■ EXERCISE AIM ■
When a line of the records below contains the string "href", copy that whole line.

■ SUPPLIED DATA ■

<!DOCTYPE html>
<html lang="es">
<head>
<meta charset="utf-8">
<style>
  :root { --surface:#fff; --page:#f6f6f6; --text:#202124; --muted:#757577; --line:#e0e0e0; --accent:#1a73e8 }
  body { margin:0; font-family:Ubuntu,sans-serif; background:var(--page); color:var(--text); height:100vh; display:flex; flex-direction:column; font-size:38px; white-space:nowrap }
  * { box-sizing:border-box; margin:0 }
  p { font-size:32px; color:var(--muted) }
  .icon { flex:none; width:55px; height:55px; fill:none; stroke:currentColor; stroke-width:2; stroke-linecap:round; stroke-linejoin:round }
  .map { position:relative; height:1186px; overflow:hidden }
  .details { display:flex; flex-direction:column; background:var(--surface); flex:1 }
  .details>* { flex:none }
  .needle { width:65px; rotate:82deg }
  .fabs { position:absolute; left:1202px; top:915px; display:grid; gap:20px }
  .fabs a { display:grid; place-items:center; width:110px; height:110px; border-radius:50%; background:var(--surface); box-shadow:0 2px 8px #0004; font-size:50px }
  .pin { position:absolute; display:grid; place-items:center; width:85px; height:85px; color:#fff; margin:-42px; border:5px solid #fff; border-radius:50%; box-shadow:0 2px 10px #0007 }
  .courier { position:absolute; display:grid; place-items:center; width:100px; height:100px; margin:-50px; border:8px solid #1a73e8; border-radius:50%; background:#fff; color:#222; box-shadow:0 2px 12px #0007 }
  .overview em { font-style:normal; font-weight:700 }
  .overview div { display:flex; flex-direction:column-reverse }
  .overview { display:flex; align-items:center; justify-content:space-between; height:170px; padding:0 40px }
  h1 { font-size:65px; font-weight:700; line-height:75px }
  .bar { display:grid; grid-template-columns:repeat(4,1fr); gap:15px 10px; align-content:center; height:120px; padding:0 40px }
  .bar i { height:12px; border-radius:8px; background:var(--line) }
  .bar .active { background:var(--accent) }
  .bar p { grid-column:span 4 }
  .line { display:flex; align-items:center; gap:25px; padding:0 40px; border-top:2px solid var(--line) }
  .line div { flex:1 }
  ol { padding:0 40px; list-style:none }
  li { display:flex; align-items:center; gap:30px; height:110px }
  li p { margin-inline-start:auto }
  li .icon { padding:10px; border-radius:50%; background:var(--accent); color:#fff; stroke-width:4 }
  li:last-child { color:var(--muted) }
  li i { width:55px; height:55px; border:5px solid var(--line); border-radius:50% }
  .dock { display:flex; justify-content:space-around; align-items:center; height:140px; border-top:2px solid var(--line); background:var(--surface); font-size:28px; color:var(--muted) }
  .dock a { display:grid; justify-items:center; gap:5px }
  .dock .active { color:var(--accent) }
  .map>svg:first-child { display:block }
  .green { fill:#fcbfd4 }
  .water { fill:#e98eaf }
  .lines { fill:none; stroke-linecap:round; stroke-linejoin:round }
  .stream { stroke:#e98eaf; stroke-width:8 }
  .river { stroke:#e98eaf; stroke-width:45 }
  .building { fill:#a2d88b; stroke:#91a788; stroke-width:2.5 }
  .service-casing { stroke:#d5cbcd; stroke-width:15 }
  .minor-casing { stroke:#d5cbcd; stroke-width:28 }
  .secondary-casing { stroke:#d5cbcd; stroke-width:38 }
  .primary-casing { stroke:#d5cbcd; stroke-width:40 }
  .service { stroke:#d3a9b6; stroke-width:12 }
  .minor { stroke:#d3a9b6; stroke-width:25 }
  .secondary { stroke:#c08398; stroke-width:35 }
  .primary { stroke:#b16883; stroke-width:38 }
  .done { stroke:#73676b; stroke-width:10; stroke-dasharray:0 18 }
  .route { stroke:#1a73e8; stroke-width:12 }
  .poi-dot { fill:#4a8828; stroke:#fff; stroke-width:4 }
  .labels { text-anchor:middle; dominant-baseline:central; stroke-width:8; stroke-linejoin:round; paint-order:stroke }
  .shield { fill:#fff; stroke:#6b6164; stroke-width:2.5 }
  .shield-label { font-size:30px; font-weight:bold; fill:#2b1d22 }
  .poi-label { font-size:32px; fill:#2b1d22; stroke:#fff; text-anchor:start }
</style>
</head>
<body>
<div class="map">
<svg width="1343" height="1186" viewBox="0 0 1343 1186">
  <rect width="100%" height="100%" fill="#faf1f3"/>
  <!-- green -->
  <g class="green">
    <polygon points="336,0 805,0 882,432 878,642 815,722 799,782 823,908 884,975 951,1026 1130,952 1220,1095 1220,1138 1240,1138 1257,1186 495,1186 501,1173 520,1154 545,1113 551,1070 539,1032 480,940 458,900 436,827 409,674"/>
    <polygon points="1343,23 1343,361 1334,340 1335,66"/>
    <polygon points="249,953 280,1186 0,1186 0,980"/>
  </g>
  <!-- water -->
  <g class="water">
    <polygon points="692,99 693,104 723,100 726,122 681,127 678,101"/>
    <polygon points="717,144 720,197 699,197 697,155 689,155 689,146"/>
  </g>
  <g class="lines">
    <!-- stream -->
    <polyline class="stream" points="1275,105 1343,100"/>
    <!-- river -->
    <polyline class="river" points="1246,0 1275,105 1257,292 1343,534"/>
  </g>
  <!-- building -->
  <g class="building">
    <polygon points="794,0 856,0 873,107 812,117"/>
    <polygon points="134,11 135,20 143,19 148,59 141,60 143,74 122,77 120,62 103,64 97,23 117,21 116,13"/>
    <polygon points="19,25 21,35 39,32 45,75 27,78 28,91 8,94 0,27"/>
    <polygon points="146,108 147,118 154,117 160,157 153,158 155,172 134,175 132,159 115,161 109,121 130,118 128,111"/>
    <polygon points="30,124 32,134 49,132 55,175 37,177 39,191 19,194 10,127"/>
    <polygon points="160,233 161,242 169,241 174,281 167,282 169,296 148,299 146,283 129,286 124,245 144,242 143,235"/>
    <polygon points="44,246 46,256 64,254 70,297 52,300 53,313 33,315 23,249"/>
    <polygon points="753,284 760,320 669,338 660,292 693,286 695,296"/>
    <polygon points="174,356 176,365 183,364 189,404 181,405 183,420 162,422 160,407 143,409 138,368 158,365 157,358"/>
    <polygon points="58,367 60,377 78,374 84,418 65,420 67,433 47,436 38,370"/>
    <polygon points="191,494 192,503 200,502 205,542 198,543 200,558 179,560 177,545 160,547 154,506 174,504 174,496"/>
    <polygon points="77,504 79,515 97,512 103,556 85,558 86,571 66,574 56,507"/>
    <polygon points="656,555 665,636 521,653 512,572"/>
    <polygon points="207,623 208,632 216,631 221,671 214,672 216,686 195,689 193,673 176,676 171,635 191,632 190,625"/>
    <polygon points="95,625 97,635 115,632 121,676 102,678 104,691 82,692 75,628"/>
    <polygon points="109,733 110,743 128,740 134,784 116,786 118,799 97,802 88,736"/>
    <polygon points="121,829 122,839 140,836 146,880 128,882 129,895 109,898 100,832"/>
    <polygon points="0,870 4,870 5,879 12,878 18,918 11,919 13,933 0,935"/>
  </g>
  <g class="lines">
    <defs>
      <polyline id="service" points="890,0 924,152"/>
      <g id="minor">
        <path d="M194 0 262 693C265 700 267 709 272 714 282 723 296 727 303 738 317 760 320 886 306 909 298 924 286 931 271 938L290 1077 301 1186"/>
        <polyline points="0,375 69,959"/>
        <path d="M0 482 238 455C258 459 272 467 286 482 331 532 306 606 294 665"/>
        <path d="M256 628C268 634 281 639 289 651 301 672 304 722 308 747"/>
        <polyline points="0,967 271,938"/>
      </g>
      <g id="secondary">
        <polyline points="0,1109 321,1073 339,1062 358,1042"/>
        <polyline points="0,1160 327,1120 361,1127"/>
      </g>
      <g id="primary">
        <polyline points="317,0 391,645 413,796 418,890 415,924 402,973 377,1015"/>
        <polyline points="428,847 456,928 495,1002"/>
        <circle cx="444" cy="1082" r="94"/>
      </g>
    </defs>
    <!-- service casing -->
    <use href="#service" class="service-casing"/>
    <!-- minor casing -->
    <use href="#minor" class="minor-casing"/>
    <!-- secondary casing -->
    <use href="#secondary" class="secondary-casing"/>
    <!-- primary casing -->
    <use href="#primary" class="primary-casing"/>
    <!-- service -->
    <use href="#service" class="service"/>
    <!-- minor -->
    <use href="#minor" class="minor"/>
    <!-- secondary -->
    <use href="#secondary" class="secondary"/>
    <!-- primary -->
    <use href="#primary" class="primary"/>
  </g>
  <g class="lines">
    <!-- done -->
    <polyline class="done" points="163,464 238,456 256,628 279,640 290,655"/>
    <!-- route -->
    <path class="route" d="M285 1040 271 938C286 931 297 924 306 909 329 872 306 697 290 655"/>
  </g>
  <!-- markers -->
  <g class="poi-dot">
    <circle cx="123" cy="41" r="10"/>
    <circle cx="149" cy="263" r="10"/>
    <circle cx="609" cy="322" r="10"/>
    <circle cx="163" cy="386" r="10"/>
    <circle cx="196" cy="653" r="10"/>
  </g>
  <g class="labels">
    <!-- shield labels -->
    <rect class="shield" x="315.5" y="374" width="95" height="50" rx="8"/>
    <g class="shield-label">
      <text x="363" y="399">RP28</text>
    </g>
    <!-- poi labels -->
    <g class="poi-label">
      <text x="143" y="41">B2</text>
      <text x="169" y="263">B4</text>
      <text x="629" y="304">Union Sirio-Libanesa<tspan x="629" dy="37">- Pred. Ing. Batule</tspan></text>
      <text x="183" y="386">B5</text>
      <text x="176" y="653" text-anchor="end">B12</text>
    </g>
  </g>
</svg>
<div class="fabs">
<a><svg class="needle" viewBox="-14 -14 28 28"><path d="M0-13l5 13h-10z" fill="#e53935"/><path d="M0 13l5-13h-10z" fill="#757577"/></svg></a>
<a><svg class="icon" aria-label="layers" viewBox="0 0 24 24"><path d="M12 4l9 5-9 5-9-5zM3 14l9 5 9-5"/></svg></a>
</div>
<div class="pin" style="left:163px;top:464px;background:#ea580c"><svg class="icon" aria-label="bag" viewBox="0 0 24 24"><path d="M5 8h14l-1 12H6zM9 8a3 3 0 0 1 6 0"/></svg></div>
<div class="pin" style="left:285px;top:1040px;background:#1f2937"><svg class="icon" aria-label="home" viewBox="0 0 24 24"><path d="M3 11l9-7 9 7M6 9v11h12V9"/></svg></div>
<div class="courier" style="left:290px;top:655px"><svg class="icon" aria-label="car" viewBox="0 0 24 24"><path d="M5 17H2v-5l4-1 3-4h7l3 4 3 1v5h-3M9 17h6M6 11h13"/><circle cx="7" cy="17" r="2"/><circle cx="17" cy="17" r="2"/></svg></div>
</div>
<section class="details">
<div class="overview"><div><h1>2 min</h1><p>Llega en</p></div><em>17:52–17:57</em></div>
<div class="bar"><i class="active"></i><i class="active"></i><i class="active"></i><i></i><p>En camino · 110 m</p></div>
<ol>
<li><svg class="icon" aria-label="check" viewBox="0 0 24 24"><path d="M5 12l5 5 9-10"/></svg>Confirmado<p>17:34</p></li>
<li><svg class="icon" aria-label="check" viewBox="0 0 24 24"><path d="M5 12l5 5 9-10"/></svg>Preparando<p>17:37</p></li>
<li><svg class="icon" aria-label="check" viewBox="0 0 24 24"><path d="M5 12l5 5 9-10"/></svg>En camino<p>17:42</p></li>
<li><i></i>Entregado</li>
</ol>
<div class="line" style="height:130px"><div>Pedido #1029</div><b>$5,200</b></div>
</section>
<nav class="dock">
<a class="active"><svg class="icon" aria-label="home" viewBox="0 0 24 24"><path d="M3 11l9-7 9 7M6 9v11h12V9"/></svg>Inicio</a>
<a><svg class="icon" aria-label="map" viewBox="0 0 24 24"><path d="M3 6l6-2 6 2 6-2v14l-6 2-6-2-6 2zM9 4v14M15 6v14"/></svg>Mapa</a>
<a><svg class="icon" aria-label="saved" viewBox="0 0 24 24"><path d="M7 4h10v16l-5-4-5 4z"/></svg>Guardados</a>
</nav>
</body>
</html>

■ YOUR RESPONSE ■
    <use href="#service" class="service-casing"/>
    <use href="#minor" class="minor-casing"/>
    <use href="#secondary" class="secondary-casing"/>
    <use href="#primary" class="primary-casing"/>
    <use href="#service" class="service"/>
    <use href="#minor" class="minor"/>
    <use href="#secondary" class="secondary"/>
    <use href="#primary" class="primary"/>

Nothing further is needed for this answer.